Everyone is taught from a very young age that if you’re in a terrible amount of pain, to always head to the nearest hospital to seek some form of professional relief. What seems to have transpired over the past two decades, is that more and more people are visiting local emergency rooms for reasons that are simply not emergencies, or illnesses that would require a hospital trip. Of course, this becomes very cloudy when the patient truly does not know if they are experiencing something dangerous such as a heart attack or not, and because of these conditions, many hospitals are truly struggling to diagnose patients correctly.

It’s hard enough to be in excruciating pain, and not know what’s wrong with you, but once you add in having a previous addiction problem for the pain patient, the emergency physicians really need to put their detective hats on to ensure they aren’t just contributing to the patient’s substance abuse challenges.

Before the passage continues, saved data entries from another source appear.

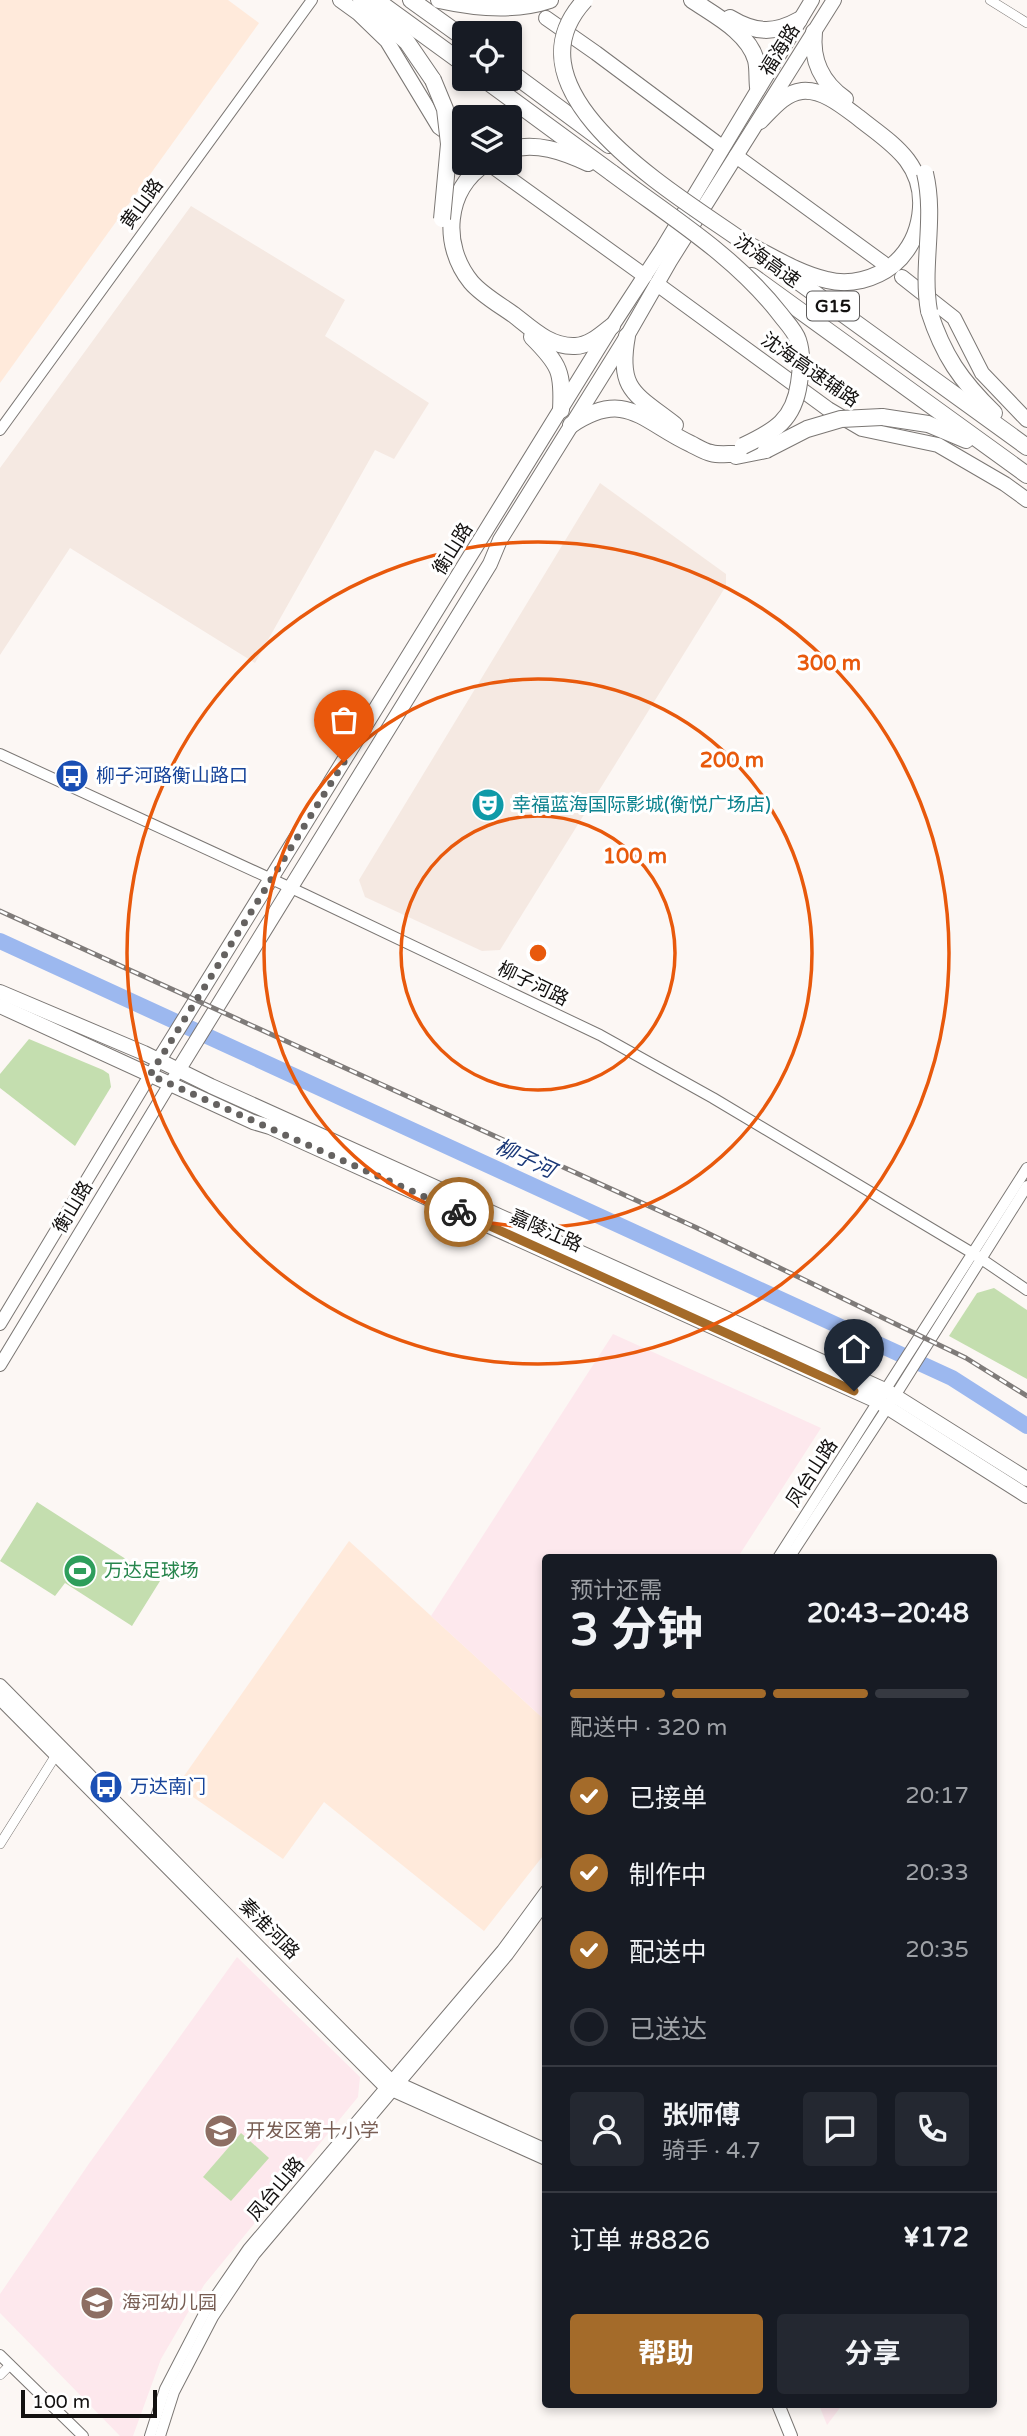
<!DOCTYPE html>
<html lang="zh">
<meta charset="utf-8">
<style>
body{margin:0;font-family:"Varela Round","Noto Sans SC",sans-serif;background:#242831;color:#f1f3f6;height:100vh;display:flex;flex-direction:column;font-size:26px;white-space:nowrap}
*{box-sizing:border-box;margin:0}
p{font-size:23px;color:#9ea1a6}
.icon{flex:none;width:38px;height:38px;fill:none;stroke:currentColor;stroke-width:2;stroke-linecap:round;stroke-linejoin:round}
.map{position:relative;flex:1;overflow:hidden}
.details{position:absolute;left:542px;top:1554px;width:455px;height:854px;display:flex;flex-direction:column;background:#171b24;border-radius:7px;box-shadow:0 4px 10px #0003}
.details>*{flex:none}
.tools{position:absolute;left:452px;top:21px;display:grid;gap:14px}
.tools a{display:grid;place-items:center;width:70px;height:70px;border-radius:7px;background:#171b24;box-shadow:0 4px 10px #0003;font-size:35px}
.scale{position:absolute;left:21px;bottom:18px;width:136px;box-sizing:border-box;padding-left:7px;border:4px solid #131110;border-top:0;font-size:19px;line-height:24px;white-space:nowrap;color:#131110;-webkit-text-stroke:5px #fff;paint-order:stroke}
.pin{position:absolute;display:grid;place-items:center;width:60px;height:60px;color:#fff;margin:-72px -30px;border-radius:50% 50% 50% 0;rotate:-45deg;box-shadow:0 0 7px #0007}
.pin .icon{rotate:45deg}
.courier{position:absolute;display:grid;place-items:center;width:70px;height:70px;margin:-35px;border:5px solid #a46b2a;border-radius:50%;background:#fff;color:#222;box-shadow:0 2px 9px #0007}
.headline em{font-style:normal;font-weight:700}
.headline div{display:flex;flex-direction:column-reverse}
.headline{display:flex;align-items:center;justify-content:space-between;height:119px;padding:0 28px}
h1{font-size:46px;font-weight:700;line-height:52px}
.bar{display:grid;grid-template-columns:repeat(4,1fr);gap:10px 7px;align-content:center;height:84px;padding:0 28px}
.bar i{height:9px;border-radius:5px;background:#363941}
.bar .selected{background:#a46b2a}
.bar p{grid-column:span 4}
.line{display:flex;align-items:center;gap:18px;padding:0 28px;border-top:2px solid #363941}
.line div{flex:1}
.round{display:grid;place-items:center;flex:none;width:74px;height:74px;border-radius:7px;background:#242831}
ol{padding:0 28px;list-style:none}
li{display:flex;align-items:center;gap:21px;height:77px}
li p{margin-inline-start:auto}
li .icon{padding:7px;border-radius:50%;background:#a46b2a;color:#fff;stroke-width:4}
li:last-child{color:#9ea1a6}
li i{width:38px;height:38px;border:4px solid #363941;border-radius:50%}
.primary-button{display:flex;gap:14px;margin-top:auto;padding:14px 28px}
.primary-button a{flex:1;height:80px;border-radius:7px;background:#a46b2a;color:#fff;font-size:28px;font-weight:700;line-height:80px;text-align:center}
.primary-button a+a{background:#242831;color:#f1f3f6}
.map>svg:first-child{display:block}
</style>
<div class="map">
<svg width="1027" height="2436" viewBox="0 0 1027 2436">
<rect width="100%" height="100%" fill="#fcf7f4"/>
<g fill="#f5e9e2">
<polygon points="191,206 345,300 325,336 429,403 394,459 375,450 255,663 70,548 0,655 0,468"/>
<polygon points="600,483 726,574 726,586 500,950 482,951 365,897 359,880"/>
</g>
<g fill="#ffeadb">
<polygon points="0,0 228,0 259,23 0,383"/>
<polygon points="349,1541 546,1721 546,1852 484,1931 324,1802 283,1859 177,1786"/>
</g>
<g fill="#fde8ed">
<polygon points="613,1334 821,1428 738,1557 546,1558 546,1721 431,1616"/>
<polygon points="237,1957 360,2077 358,2097 204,2285 161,2359 133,2436 120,2436 0,2313 0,2294 88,2165"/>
<polygon points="819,2405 842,2405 827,2425"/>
</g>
<g fill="#c4deaf">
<polygon points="29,1039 103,1070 109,1074 111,1087 75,1146 0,1088 0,1074"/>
<polygon points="994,1288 1027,1310 1027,1379 949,1336 977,1293"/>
<polygon points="37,1502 160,1581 132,1626 65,1583 55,1596 0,1561"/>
<polygon points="241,2133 269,2158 231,2201 203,2177"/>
</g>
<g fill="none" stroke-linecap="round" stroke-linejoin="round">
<polyline stroke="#9cb8ef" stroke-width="16" points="0,941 952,1378 1027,1426"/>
<defs>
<g id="minor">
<polyline points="990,0 1027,23"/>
<polyline points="0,1844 56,1755"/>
<polyline points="0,2375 10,2365"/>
</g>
<g id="tertiary">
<polyline points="0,430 312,0"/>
<polyline points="0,754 304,894 600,1035 713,1098 974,1254 1027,1290"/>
<polyline points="778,1558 1027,1168"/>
<polyline points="789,1558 895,1396 1027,1186"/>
<polyline points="0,2355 83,2436"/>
<polyline points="150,2436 165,2389 206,2310 248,2249 502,1950 546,1890"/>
<polyline points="160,2436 174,2392 213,2317 255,2254 508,1955 546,1903"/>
</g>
<g id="secondary">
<polyline points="0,1324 155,1067"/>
<polyline points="0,1365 179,1069"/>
<polyline points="0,1685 391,2080 546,2150"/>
<polyline points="0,1699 385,2087 546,2159"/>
<polyline points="778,2404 791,2436"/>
</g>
<g id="primary">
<polyline points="0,992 144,1053 211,1086 887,1391 1027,1479"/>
<polyline points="0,1006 253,1122 270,1127 879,1402 1027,1496"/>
<polyline points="159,1060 612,326 661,251 812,0"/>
<polyline points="179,1069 490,564 500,540 627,336 670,261 834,0"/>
</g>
<g id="trunk">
<polyline points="340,0 358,13 387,41 439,127 464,145"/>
<polyline points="546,18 596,53 722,147"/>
<polyline points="736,156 883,263"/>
<polyline points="488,163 645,276"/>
<polyline points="902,277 954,318 982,373 1027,420"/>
<polyline points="657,284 828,409 862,429 938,445 1005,484 1027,500"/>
</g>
<g id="motorway">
<polyline points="361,0 407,42 433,80"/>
<polyline points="376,0 464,64"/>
<polyline points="411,0 464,38"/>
<path d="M439 0C475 8 515 12 550 0"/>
<path d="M692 0C714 15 748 32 756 60 758 68 757 78 758 87"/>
<path d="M730 18C755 33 774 34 799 20"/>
<path d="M814 32C811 60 822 83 845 99"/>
<polyline points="509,71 609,145"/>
<polyline points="484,79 612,173"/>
<path d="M509 150C535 141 564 152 588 163"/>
<path d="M486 163C445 190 441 245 471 282 482 295 500 305 514 315 532 329 550 347 575 346 589 346 602 334 612 326"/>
<path d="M745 243C771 256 799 274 827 280 850 286 875 279 893 265 923 240 931 192 907 160 894 143 875 131 859 118 843 106 823 89 802 91 784 93 772 109 760 121"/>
<polyline points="781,269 1027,447"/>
<polyline points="752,276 1027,475"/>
<path d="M929 311C943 355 961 381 994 413"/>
<path d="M627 336C617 390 635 394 675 425"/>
<path d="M532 337C560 365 563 372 561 410"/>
<polyline points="882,417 928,424 966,440"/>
<path d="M571 425C626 388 643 422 691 444 697 447 705 452 711 453 718 455 727 454 734 454L736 456 766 450"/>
</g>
</defs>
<use href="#minor" stroke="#7b7774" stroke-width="10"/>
<use href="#tertiary" stroke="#7b7774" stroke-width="12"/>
<use href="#secondary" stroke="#7b7774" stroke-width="14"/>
<use href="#primary" stroke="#7b7774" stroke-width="16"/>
<use href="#trunk" stroke="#7b7774" stroke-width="16"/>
<use href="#motorway" stroke="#7b7774" stroke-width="18"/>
<use href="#minor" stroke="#fff" stroke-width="9"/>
<use href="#tertiary" stroke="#fff" stroke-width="10"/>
<use href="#secondary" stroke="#fff" stroke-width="12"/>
<use href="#primary" stroke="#fff" stroke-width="14"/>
<use href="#trunk" stroke="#fff" stroke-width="14"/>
<use href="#motorway" stroke="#fff" stroke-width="16"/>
<defs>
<polyline id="rail" points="0,911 695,1227 966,1358 1027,1396"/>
</defs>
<use href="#rail" stroke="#7f7b79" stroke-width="5"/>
<use href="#rail" stroke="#fff" stroke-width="2.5" stroke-dasharray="8" stroke-linecap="butt"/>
<defs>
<g id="motorway-bridge">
<path d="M585 0C498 94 683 198 745 243"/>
<polyline points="433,80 445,109 449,144 442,219"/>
<path d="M612 173C671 217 735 256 780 314 786 322 795 331 798 340 803 355 801 368 799 383 794 420 775 431 743 446"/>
<path d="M925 173C936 219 921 265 929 311"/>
<polyline points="766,450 807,429 841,419 882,417"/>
</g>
</defs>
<use href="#motorway-bridge" stroke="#7b7774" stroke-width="18" stroke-linecap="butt"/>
<use href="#motorway-bridge" stroke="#fff" stroke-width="16"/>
</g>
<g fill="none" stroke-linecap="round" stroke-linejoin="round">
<polyline stroke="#656260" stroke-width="7" stroke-dasharray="0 12.6" points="344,762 150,1075 459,1212"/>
<polyline stroke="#a46b2a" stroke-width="9" points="459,1212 854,1391"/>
</g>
<g fill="none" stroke="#e8590c" stroke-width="3.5">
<circle cx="538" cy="953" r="137"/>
<circle cx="538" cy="953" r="274"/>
<circle cx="538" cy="953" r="411"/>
</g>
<defs>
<symbol id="bus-disc" viewBox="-11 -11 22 22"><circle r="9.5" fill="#1a4fb4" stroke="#fff"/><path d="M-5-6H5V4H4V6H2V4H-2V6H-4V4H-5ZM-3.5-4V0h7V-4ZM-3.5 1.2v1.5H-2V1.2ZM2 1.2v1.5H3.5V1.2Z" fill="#fff"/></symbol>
<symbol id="theatre-disc" viewBox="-11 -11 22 22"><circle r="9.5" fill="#0f9aa8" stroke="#fff"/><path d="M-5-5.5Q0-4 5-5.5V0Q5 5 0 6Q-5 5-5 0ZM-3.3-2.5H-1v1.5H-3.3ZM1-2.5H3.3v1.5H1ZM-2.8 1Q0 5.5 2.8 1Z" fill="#fff"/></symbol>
<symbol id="stadium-disc" viewBox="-11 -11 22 22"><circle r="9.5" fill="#2e9e5b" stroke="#fff"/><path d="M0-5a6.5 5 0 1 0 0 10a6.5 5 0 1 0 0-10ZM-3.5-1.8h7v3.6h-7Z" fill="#fff"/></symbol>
<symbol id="school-disc" viewBox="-11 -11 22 22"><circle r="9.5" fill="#8d6e63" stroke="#fff"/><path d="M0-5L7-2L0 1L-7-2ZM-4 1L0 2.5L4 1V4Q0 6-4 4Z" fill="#fff"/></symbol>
</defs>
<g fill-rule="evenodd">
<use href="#bus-disc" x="53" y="757" width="38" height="38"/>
<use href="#theatre-disc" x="469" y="786" width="38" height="38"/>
<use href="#stadium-disc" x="61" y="1552" width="38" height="38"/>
<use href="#bus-disc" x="87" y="1768" width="38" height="38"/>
<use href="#school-disc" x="202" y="2112" width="38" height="38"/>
<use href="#school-disc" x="78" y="2284" width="38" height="38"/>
</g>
<g text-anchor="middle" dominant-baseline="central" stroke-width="6" stroke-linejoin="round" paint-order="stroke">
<rect fill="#fff" stroke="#5a5858" stroke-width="2" x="807" y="291.5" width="52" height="29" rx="5"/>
<g font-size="18" font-weight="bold" fill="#131110">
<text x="833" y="306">G15</text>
</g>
<g font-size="19" fill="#131110" stroke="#fff">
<text transform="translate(780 50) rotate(-58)">福海路</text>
<text transform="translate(142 204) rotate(-54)">黄山路</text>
<text transform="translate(767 261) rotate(36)">沈海高速</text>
<text transform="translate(810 370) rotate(35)">沈海高速辅路</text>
<text transform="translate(453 549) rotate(-58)">衡山路</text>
<text transform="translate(533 984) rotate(26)">柳子河路</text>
<text transform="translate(73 1207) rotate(-59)">衡山路</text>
<text transform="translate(546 1231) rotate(24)">嘉陵江路</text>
<text transform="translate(812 1473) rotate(-57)">凤台山路</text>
<text transform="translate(269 1929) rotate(45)">秦淮河路</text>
<text transform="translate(276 2189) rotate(-50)">凤台山路</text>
</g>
<g font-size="19" fill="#164399" stroke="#fff" text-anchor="start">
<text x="96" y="776">柳子河路衡山路口</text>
<text x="130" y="1787">万达南门</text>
</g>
<g font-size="19" fill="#0d838f" stroke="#fff" text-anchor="start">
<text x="512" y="805">幸福蓝海国际影城(衡悦广场店)</text>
</g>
<g font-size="19" fill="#27864d" stroke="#fff" text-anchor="start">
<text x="104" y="1571">万达足球场</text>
</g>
<g font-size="19" fill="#785e54" stroke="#fff" text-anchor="start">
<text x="246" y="2131">开发区第十小学</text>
<text x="122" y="2303">海河幼儿园</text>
</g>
<g font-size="21" font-style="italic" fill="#1a3878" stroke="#fff">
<text transform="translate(525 1159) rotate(25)">柳子河</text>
</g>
</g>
<circle cx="538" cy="953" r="10" fill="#e8590c" stroke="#fff" stroke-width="3.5"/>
<g font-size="21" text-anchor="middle" font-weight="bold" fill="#e8590c" stroke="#fff" stroke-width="6" stroke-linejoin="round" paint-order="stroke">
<text x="829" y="670">300 m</text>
<text x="732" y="767">200 m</text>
<text x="635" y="863">100 m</text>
</g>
</svg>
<div class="tools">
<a><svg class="icon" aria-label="locate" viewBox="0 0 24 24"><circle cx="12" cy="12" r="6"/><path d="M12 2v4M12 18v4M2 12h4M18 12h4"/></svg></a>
<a><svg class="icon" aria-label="layers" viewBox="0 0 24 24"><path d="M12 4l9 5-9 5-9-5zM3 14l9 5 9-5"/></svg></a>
</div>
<div class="scale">100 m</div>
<div class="pin" style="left:344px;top:762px;background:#ea580c"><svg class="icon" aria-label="bag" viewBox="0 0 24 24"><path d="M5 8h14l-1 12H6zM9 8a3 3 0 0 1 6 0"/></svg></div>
<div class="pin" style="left:854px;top:1391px;background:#1f2937"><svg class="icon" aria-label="home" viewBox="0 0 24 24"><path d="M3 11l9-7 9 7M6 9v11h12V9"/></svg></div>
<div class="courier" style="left:459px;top:1212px"><svg class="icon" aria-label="bike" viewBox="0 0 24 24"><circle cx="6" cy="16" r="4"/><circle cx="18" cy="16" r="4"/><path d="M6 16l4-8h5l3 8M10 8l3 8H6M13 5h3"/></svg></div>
<section class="details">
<div class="headline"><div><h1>3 分钟</h1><p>预计还需</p></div><em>20:43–20:48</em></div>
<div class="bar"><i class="selected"></i><i class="selected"></i><i class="selected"></i><i></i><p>配送中 · 320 m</p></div>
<ol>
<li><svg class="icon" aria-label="check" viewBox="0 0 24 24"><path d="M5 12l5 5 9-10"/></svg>已接单<p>20:17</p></li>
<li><svg class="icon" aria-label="check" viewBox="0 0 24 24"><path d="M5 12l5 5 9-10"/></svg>制作中<p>20:33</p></li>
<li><svg class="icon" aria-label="check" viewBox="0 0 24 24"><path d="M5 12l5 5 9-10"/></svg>配送中<p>20:35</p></li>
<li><i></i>已送达</li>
</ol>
<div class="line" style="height:126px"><a class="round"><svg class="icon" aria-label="person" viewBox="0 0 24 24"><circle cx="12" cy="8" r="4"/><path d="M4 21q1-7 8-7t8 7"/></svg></a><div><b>张师傅</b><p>骑手 · 4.7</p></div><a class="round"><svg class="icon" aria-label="chat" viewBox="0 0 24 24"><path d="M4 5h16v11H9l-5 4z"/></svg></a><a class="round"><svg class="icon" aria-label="phone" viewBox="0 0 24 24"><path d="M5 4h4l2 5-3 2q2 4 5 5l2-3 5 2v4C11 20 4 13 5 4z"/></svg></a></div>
<div class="line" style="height:91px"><div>订单 #8826</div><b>¥172</b></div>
<div class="primary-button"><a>帮助</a><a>分享</a></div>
</section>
</div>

This is precisely what seems to have unfortunately happened with one 29 year old female patient in Alaska. Amber Whitaker was a patient with a history of drug use, and her attending medical staff saw her during an ER visit where she came in reporting severe pain. The doctors could not locate the source of her pain, and discharged her with pain medications. The second time she came back to the ER, they admitted Amber and she tragically died within 24 hours of being admitted as a result of a horrible infection that quickly passed through her entire body.

EMS World reported that Whitaker’s family has pursued a lawsuit against the ER doctor for not properly diagnosing Amber with the infection and treating her accordingly. While to many, this may seem very cut and dry that certainly an ER physician should have the tools in place to spot a massive infection in a patient, in cases where the patient has a history of drug abuse, it seems to have made their job significantly tougher. Many doctors report seeing patients come in reporting pain, and they know the patient has a substance abuse problem, and they presume the patient is merely reporting pain in order to obtain prescription pain medications. There are systems in place now for hospitals to pull records of patients and see if they have been frequently visiting emergency rooms, or seem to have any patterns of prescription abuse. Some patients are just very good at telling the doctors exactly what they need to hear, and as a result, a patient could have a much more severe issue going on internally that a doctor may dismiss as an addict seeking meds. In the case of Amber, her family believes that she could have been treated for the infection, and would not have lost her life.